**What is being asked:** Could you write out the data that follows, exactly and in full?

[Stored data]
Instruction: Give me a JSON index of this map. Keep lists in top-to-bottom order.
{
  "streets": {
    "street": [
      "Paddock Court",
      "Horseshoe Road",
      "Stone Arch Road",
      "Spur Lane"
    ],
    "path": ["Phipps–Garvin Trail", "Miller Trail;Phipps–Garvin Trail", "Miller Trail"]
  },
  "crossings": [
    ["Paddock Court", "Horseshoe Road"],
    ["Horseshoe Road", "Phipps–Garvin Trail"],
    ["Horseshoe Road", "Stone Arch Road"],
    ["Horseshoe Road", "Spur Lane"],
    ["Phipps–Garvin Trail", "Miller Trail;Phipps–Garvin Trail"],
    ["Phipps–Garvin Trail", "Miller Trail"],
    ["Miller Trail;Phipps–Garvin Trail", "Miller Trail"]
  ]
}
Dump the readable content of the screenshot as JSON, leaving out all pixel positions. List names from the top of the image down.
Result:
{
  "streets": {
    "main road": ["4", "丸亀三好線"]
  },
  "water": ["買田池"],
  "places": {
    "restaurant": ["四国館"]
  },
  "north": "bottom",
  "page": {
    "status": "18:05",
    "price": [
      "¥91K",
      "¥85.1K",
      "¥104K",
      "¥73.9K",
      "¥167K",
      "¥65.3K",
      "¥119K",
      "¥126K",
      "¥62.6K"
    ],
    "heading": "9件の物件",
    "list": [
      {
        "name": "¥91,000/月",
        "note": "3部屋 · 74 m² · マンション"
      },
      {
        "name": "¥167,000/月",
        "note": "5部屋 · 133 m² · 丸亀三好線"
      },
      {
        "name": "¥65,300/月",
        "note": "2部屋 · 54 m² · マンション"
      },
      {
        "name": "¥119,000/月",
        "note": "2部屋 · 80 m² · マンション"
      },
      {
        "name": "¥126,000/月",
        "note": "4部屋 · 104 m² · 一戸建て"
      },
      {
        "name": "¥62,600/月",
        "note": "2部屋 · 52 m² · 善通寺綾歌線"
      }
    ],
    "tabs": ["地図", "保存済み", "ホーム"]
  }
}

**Answer to the exercise:**
Instruction: Give me a JSON index of this map. Keep lists in top-to-bottom order.
{
  "streets": {
    "street": [
      "Paddock Court",
      "Horseshoe Road",
      "Stone Arch Road",
      "Spur Lane"
    ],
    "path": ["Phipps–Garvin Trail", "Miller Trail;Phipps–Garvin Trail", "Miller Trail"]
  },
  "crossings": [
    ["Paddock Court", "Horseshoe Road"],
    ["Horseshoe Road", "Phipps–Garvin Trail"],
    ["Horseshoe Road", "Stone Arch Road"],
    ["Horseshoe Road", "Spur Lane"],
    ["Phipps–Garvin Trail", "Miller Trail;Phipps–Garvin Trail"],
    ["Phipps–Garvin Trail", "Miller Trail"],
    ["Miller Trail;Phipps–Garvin Trail", "Miller Trail"]
  ]
}
Dump the readable content of the screenshot as JSON, leaving out all pixel positions. List names from the top of the image down.
Result:
{
  "streets": {
    "main road": ["4", "丸亀三好線"]
  },
  "water": ["買田池"],
  "places": {
    "restaurant": ["四国館"]
  },
  "north": "bottom",
  "page": {
    "status": "18:05",
    "price": [
      "¥91K",
      "¥85.1K",
      "¥104K",
      "¥73.9K",
      "¥167K",
      "¥65.3K",
      "¥119K",
      "¥126K",
      "¥62.6K"
    ],
    "heading": "9件の物件",
    "list": [
      {
        "name": "¥91,000/月",
        "note": "3部屋 · 74 m² · マンション"
      },
      {
        "name": "¥167,000/月",
        "note": "5部屋 · 133 m² · 丸亀三好線"
      },
      {
        "name": "¥65,300/月",
        "note": "2部屋 · 54 m² · マンション"
      },
      {
        "name": "¥119,000/月",
        "note": "2部屋 · 80 m² · マンション"
      },
      {
        "name": "¥126,000/月",
        "note": "4部屋 · 104 m² · 一戸建て"
      },
      {
        "name": "¥62,600/月",
        "note": "2部屋 · 52 m² · 善通寺綾歌線"
      }
    ],
    "tabs": ["地図", "保存済み", "ホーム"]
  }
}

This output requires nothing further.